建物や設備は古くなったり、錆びたりするため、定期的な点検が必要です。
しかし、高い建物や橋などの点検は、高所での作業となる場合が多く、転落などの危険が伴います。また、人が点検するための足場を組んだり、人が乗ることのできるリフトがついた高所作業車を用意したりする必要があり、コストがかかっていました。
そこで、ドローンの出番です。カメラを搭載したドローンが浮遊しながら、点検するものの状態を撮影します。作業員は、リアルタイムの映像や撮影した画像の中から、劣化や錆びが写っているものを見つけて、点検報告書を作成します。
なお、撮影した画像が膨大な量になってくると、人の目で行うのは非効率な場合があるので、AI(人工知能)をつかって、不具合箇所が写りこんでいる画像を自動で抽出する場合もあります。
こうして、点検にドローンを活用することで、人が高所で作業をする必要がなくなり、作業員の安全を確保しながら効率的に点検をすることができます。

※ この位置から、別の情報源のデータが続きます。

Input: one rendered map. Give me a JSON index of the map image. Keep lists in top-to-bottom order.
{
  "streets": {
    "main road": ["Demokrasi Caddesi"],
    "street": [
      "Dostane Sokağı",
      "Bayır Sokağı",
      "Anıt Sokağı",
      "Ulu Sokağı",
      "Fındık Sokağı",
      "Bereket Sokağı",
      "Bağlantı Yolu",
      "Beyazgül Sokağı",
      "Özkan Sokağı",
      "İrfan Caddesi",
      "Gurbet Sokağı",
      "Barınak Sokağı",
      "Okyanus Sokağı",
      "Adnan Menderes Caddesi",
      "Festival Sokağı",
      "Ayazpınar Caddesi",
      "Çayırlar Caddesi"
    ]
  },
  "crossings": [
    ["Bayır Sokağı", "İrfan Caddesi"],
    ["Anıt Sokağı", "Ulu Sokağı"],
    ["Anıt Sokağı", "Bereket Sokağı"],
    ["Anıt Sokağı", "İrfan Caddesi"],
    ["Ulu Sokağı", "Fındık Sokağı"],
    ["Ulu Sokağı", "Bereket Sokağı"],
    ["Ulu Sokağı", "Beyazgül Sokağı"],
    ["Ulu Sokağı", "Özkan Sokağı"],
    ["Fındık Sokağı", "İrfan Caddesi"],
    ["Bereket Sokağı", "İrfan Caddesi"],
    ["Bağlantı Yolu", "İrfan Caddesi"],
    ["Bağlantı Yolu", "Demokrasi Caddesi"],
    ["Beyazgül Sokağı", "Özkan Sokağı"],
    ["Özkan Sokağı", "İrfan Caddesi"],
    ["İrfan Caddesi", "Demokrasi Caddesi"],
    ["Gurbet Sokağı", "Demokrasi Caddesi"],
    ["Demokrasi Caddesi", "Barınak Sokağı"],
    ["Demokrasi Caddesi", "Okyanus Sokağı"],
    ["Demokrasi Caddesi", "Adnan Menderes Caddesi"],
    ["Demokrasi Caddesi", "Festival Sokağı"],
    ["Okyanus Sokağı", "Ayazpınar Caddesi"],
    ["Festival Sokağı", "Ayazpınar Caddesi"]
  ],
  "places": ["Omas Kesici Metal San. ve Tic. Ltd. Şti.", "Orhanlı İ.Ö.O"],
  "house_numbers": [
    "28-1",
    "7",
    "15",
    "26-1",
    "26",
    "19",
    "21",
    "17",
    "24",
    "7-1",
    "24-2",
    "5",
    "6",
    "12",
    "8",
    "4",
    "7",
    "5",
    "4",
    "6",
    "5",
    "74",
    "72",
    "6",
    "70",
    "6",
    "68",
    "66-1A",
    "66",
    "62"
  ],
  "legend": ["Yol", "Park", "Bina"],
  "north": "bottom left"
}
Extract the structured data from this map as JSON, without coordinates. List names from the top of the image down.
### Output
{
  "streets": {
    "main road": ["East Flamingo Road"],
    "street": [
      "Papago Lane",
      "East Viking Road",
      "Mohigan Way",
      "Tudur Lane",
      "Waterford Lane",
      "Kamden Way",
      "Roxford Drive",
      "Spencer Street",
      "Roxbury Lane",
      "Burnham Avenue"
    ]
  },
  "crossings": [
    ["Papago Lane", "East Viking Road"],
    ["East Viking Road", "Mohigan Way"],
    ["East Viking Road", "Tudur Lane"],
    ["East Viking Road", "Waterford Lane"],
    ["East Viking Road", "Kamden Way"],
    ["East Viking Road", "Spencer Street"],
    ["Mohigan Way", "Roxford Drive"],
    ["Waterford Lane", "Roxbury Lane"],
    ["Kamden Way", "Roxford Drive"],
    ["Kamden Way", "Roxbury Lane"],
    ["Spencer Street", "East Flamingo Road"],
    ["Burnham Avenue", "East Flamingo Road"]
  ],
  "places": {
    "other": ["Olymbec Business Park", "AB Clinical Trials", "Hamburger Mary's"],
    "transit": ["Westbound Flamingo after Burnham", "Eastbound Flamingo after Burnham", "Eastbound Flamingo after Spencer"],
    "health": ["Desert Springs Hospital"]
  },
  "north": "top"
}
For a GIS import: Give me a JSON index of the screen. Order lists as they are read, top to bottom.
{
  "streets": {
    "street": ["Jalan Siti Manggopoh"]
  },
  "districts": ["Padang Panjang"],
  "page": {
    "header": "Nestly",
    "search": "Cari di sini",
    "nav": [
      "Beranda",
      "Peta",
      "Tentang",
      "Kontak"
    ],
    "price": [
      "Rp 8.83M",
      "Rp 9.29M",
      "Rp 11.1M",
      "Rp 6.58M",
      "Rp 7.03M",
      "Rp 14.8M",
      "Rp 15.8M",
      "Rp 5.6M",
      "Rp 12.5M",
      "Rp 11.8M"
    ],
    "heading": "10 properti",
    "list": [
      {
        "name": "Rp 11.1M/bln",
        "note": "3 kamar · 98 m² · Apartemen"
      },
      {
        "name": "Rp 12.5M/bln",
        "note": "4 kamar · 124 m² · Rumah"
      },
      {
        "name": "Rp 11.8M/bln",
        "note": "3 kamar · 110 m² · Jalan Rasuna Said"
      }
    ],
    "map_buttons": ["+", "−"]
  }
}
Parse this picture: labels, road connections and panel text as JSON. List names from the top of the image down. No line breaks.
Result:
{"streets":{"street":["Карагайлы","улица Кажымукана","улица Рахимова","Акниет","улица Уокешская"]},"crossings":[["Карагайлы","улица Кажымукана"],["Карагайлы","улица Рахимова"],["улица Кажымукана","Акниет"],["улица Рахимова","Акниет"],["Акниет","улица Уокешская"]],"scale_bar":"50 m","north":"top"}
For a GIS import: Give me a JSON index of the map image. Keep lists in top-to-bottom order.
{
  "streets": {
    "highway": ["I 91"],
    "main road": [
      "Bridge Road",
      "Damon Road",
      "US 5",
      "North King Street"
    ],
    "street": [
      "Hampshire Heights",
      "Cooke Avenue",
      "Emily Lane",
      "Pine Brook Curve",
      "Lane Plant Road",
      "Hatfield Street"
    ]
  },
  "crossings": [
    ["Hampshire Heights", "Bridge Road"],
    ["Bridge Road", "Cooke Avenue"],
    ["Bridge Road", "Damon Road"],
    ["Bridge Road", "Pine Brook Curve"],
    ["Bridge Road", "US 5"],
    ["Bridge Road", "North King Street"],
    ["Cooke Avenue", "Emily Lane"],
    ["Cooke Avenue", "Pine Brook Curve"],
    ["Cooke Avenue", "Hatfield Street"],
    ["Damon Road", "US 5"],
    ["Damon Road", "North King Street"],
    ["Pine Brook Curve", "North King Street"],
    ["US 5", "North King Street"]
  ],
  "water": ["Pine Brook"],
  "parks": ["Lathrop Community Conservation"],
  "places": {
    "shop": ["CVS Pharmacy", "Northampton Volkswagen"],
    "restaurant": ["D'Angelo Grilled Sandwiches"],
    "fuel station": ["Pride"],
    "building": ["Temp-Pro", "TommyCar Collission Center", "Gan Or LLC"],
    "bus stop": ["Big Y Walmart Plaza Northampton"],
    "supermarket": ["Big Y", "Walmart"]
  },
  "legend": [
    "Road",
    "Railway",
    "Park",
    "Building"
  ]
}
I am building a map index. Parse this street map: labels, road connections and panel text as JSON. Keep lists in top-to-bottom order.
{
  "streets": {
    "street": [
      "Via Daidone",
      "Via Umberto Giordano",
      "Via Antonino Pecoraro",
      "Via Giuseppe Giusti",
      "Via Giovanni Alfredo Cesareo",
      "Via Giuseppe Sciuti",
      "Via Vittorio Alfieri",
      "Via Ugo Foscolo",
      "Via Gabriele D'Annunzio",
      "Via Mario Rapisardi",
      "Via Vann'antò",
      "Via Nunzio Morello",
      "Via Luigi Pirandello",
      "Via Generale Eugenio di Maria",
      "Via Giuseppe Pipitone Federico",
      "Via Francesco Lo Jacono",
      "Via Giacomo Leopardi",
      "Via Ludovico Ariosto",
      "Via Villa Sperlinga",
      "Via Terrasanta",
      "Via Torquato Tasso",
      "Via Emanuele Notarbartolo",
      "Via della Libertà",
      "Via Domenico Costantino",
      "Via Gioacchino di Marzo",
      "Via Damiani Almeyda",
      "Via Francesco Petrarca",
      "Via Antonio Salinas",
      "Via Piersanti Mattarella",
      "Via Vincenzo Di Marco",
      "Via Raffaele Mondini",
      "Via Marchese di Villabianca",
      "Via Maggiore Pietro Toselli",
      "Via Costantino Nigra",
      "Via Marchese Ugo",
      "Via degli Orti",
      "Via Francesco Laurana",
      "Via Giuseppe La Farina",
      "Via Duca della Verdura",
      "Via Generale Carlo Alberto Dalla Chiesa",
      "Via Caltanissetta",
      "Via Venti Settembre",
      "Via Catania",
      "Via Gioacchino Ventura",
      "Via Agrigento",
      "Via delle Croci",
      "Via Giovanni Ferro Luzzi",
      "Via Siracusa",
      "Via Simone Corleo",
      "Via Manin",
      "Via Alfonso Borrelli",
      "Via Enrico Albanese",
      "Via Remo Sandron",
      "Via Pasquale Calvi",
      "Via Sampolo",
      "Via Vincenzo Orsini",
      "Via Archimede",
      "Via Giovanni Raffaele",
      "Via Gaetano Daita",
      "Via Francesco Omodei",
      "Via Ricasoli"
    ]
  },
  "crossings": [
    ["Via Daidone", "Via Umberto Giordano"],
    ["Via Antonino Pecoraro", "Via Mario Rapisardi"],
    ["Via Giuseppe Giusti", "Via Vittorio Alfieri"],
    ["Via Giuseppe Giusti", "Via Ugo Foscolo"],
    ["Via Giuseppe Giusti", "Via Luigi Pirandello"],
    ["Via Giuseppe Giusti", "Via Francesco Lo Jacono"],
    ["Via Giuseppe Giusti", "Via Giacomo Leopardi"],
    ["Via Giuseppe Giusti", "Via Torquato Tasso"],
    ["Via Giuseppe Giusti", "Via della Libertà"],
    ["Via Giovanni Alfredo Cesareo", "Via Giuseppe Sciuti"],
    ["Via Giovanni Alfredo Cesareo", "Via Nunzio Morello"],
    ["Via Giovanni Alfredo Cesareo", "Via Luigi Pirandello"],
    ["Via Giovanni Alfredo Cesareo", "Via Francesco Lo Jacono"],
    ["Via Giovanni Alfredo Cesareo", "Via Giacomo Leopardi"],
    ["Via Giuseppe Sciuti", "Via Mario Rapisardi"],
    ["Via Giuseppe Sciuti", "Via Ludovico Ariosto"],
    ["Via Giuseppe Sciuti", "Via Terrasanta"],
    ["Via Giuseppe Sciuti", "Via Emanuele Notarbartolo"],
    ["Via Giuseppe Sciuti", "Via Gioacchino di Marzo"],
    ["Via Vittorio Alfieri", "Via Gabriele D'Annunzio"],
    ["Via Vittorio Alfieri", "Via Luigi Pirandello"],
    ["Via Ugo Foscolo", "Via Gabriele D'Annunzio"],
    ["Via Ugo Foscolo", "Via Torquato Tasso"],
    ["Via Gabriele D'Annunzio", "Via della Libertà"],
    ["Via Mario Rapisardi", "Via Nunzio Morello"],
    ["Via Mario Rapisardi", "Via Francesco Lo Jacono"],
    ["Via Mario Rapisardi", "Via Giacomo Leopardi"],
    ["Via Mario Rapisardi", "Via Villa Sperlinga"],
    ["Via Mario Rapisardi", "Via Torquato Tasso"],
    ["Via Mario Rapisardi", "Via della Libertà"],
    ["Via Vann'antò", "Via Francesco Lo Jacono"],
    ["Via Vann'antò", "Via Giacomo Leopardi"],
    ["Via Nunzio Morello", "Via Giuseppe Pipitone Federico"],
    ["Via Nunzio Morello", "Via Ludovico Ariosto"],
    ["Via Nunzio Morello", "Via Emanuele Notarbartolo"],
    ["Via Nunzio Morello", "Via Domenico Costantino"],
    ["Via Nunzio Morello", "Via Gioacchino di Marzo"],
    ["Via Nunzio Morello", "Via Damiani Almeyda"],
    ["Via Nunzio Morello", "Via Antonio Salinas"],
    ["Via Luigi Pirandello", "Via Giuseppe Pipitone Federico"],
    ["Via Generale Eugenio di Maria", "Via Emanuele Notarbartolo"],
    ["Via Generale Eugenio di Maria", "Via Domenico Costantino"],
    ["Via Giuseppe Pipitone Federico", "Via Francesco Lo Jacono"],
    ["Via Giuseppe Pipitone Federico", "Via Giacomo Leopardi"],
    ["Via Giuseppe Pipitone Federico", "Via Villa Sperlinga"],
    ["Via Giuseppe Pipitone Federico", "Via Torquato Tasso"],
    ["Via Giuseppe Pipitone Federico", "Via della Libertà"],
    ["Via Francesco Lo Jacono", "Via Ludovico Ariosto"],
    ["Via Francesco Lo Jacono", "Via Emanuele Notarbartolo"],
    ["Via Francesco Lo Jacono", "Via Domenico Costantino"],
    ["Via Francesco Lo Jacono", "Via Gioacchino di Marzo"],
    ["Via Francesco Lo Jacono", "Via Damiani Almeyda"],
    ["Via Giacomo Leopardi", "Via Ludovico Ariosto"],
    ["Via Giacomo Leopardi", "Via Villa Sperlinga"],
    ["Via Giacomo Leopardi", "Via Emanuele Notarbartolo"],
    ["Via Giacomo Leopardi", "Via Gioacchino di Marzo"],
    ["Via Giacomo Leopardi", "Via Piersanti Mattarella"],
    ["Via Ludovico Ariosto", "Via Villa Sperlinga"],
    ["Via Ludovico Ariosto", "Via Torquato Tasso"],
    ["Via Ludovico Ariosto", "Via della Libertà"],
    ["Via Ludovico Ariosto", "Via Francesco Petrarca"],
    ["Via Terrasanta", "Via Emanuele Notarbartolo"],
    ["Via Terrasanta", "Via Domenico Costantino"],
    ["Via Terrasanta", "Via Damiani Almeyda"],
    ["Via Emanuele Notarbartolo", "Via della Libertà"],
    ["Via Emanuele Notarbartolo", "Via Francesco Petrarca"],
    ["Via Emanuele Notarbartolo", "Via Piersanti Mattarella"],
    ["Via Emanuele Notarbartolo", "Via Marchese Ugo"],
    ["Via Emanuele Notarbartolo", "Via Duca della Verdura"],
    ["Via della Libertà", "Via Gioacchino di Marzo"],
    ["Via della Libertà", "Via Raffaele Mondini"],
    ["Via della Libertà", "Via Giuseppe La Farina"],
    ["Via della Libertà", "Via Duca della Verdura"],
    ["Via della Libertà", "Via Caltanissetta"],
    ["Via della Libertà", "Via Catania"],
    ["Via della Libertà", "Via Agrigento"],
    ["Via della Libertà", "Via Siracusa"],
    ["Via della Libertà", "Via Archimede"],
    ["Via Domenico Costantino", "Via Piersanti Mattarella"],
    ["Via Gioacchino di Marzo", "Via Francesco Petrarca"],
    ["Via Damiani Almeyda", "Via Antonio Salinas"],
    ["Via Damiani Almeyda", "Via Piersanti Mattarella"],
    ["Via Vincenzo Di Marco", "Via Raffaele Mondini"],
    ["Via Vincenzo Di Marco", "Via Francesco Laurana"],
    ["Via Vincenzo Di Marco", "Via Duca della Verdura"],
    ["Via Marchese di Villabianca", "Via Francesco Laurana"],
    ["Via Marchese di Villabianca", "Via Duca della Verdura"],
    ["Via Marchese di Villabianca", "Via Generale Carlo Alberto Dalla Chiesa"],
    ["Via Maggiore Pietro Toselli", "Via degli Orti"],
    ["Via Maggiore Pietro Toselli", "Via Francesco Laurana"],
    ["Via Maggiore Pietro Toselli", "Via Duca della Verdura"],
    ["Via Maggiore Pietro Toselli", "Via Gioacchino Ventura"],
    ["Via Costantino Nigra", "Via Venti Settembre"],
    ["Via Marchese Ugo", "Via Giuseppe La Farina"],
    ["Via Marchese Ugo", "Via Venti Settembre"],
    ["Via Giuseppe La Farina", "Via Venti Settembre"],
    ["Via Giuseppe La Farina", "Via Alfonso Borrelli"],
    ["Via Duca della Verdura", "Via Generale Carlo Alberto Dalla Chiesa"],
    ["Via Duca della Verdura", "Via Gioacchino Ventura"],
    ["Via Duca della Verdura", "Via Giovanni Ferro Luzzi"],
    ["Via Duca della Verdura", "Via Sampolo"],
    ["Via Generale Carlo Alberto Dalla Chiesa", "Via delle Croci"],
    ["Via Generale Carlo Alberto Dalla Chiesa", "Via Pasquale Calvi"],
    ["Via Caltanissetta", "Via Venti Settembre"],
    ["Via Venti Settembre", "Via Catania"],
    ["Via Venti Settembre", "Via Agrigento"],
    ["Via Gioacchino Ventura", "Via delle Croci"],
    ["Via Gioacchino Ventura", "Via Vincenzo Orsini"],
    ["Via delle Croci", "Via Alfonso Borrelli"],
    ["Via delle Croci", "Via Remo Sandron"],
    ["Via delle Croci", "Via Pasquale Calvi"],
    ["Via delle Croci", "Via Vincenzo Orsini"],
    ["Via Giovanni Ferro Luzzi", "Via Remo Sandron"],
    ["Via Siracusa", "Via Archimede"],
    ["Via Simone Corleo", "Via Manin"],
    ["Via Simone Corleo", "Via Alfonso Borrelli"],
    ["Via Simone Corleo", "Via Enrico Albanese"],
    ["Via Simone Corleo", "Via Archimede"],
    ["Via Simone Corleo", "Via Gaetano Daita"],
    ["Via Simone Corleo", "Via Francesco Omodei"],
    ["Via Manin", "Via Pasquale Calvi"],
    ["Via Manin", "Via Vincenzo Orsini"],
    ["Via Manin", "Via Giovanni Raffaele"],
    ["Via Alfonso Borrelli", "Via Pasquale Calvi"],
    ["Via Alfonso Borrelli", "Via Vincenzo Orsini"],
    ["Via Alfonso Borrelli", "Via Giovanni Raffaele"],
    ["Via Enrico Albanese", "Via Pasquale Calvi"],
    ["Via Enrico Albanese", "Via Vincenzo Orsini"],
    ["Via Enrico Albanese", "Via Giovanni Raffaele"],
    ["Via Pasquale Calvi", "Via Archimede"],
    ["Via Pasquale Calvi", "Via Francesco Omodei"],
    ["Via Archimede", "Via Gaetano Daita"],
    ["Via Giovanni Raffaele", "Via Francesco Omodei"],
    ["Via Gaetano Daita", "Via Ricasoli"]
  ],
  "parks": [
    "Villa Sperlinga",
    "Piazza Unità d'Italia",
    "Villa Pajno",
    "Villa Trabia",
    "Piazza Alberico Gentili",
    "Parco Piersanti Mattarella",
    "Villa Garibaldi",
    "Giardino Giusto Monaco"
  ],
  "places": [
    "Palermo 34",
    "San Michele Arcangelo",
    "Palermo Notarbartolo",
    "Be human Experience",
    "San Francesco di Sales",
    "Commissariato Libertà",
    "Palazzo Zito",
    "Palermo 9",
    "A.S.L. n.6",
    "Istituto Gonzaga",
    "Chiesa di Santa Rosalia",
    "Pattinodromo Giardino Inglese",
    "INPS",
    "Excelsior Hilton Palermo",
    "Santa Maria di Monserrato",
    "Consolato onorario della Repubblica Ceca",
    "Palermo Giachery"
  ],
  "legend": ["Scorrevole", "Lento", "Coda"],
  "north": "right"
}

もちろん足場や高所作業車も必要なくなるため、コスト削減にもつながります。
ドローンを使った農業
次に農業です。農産物を育てる畑が、広大な敷地や斜面である場合、農薬散布や種付けなどの作業は人にとって過酷な作業です。
そこで、ドローンを活用し、種や農薬をまいたり、農作業に必要なモノを運んだりすることで、作業者の負担を減らすことができます。
また、作物の生育状況や土壌の状態、虫や雑草の発生状況などをドローンのカメラで撮影して、その映像をもとに分析をする取り組みも行われています。これにより、収穫量を予測したり、農薬の使用量を決めたりすることができます。
ドローン物流
最後に物流です。
山間部や人口が減少した過疎地域では、大手配送会社の配送が行き届かず、配送の頻度が少ないため、そこで暮す人にとっては不便を感じることも少なくありません。また、災害が起きると過疎地域は孤立化してしまい、食糧や衣料品といった救援物資を届けることができなくなってしまう場合もあります。
そこで、主に障害物の少ない河川上空を利用して、ドローンに食品や医薬品などを運んでもらうという実証実験が各地からはじまっています。中には、実証実験にとどまらず、実際にサービス化された例もあります。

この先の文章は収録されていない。